#### WHAT YOU SHOULD DO:
Here is a block of records. Copy every line in it that includes "roads".

#### MATERIAL FOR THIS TASK:
===============

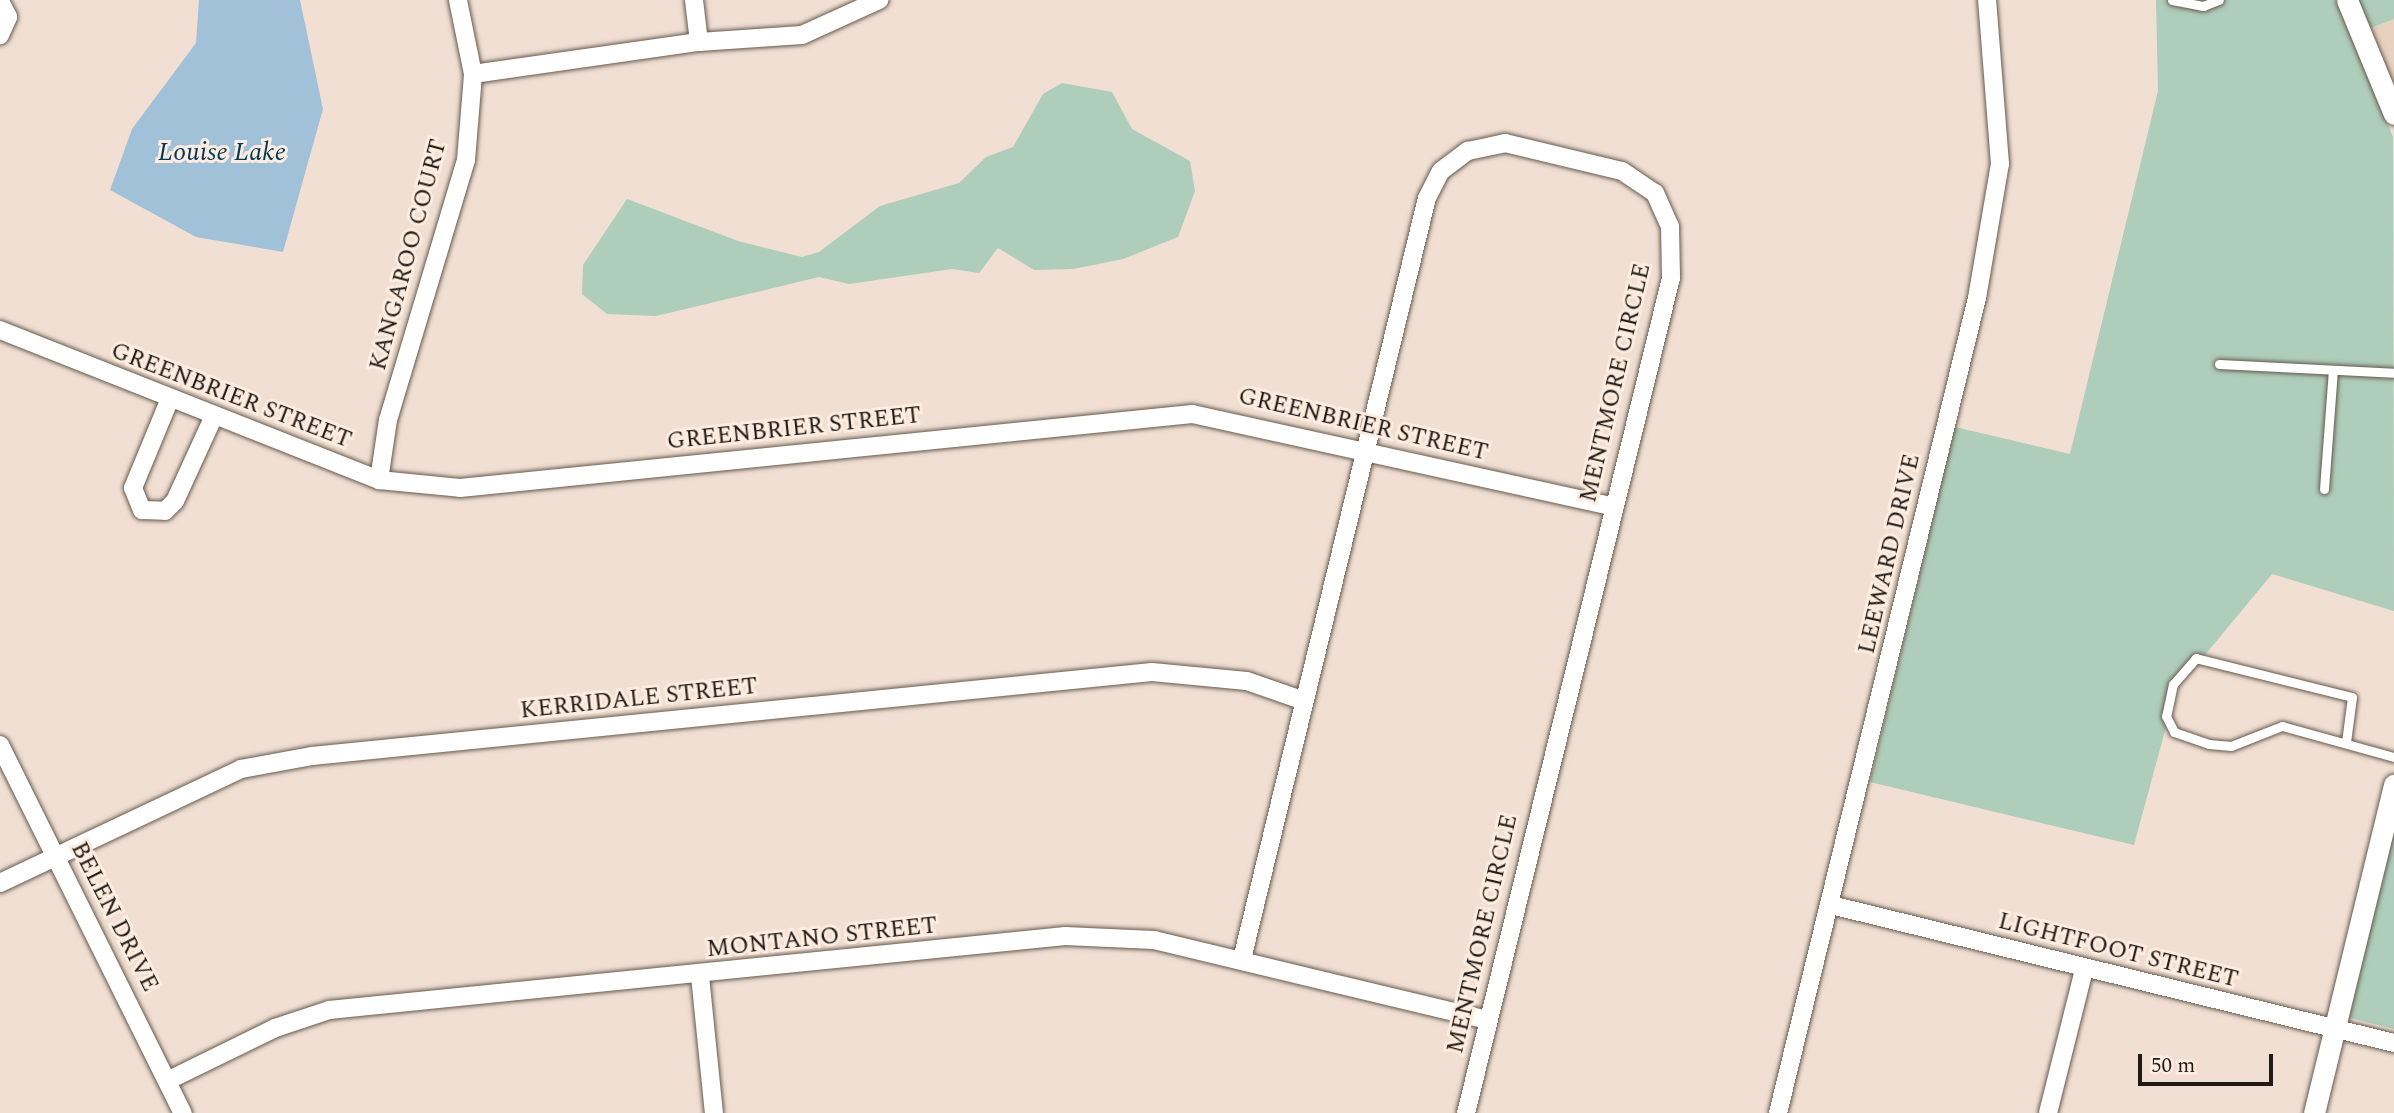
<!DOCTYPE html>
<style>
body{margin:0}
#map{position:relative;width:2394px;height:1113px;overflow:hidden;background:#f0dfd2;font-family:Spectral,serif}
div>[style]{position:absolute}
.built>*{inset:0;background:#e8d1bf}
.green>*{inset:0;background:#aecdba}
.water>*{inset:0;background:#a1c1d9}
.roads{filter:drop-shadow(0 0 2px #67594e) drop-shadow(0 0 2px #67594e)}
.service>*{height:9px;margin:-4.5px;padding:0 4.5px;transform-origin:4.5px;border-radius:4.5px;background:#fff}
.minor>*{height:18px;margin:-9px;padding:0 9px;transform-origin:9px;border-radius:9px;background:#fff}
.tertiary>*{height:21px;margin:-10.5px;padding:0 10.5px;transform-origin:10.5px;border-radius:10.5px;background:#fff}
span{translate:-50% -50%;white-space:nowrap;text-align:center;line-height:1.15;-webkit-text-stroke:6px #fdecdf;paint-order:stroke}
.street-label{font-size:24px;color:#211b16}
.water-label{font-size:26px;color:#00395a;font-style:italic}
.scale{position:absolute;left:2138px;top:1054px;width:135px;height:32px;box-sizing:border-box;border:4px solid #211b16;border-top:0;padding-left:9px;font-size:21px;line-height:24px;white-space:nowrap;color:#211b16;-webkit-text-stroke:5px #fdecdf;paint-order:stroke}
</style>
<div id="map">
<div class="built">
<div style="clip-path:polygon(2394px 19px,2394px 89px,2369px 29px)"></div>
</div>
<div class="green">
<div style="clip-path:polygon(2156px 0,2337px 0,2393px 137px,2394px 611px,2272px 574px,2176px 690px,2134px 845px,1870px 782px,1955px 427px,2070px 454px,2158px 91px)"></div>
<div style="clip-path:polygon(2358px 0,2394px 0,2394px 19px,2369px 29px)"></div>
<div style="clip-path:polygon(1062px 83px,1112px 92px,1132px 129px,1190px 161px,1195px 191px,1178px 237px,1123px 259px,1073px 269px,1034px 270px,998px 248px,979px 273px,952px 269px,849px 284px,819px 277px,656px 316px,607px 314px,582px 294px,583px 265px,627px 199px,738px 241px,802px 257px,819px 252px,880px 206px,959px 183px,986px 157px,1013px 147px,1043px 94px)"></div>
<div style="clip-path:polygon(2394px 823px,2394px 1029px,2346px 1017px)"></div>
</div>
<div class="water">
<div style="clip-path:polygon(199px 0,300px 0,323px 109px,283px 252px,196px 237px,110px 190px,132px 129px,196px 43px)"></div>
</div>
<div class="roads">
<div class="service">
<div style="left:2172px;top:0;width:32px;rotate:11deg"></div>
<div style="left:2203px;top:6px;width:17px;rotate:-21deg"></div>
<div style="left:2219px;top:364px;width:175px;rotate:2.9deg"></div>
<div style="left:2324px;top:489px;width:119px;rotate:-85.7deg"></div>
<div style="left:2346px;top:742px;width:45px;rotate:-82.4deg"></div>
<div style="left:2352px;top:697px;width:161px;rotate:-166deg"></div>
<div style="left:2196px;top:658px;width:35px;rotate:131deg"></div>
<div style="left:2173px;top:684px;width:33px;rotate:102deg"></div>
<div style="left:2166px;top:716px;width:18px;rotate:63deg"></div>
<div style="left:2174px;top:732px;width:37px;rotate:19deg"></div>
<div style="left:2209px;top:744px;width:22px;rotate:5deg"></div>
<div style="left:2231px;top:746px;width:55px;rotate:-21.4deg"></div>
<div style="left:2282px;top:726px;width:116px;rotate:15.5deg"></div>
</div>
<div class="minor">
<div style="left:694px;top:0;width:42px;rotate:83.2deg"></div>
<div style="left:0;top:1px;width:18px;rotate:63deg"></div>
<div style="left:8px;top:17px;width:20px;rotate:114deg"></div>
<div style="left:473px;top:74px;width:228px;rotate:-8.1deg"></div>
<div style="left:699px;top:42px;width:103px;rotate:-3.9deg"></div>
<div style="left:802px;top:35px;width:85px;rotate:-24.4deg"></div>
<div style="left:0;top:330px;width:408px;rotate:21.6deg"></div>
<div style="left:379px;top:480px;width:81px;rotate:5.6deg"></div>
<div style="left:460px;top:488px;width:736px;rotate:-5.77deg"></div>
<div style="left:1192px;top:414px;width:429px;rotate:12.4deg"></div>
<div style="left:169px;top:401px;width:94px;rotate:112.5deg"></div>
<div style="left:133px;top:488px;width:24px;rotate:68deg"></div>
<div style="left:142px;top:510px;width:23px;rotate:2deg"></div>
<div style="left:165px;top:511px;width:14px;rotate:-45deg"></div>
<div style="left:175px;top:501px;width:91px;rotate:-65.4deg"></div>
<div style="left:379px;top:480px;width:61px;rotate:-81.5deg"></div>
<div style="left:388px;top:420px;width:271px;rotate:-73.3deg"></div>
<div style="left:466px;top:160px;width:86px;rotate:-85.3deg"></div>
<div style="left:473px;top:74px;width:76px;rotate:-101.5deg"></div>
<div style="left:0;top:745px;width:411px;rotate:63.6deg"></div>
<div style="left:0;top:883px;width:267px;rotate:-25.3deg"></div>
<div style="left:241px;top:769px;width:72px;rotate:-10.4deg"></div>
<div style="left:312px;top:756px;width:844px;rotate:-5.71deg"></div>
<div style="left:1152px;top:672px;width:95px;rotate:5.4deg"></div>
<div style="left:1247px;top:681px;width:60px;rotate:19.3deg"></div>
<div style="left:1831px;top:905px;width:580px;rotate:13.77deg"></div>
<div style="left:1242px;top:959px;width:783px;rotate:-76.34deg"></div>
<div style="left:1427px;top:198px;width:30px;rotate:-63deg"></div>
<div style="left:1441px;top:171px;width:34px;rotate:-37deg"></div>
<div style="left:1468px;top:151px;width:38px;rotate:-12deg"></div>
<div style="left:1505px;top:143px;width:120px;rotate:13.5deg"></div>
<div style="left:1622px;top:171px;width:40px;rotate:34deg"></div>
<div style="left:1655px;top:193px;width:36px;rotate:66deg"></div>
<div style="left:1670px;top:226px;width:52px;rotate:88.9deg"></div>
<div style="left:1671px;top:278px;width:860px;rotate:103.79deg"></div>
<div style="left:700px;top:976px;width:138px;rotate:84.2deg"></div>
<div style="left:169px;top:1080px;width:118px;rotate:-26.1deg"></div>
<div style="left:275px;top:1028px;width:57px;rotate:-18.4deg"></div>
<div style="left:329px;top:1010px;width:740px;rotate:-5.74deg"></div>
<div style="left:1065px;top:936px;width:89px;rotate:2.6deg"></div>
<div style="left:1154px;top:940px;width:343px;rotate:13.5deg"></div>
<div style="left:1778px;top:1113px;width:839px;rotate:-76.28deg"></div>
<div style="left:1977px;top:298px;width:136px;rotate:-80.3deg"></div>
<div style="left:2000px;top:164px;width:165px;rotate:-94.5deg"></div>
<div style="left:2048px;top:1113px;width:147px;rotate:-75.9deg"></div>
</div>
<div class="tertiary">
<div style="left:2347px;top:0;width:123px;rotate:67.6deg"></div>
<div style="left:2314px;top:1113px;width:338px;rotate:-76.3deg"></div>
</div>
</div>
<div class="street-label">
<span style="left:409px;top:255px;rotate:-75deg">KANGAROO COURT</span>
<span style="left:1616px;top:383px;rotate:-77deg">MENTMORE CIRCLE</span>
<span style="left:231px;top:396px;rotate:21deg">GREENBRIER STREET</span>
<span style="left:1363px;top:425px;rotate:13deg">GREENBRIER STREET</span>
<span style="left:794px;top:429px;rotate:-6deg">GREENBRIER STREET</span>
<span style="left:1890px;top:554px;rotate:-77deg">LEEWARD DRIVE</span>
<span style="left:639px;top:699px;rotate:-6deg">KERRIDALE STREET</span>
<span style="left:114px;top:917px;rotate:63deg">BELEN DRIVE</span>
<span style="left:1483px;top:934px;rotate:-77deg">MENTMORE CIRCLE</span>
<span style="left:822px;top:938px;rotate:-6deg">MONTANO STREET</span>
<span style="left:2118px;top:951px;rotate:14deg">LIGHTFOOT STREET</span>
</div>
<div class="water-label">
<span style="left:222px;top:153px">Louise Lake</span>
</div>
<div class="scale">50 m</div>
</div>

===============

#### RESULT OF THIS TASK:
.roads{filter:drop-shadow(0 0 2px #67594e) drop-shadow(0 0 2px #67594e)}
<div class="roads">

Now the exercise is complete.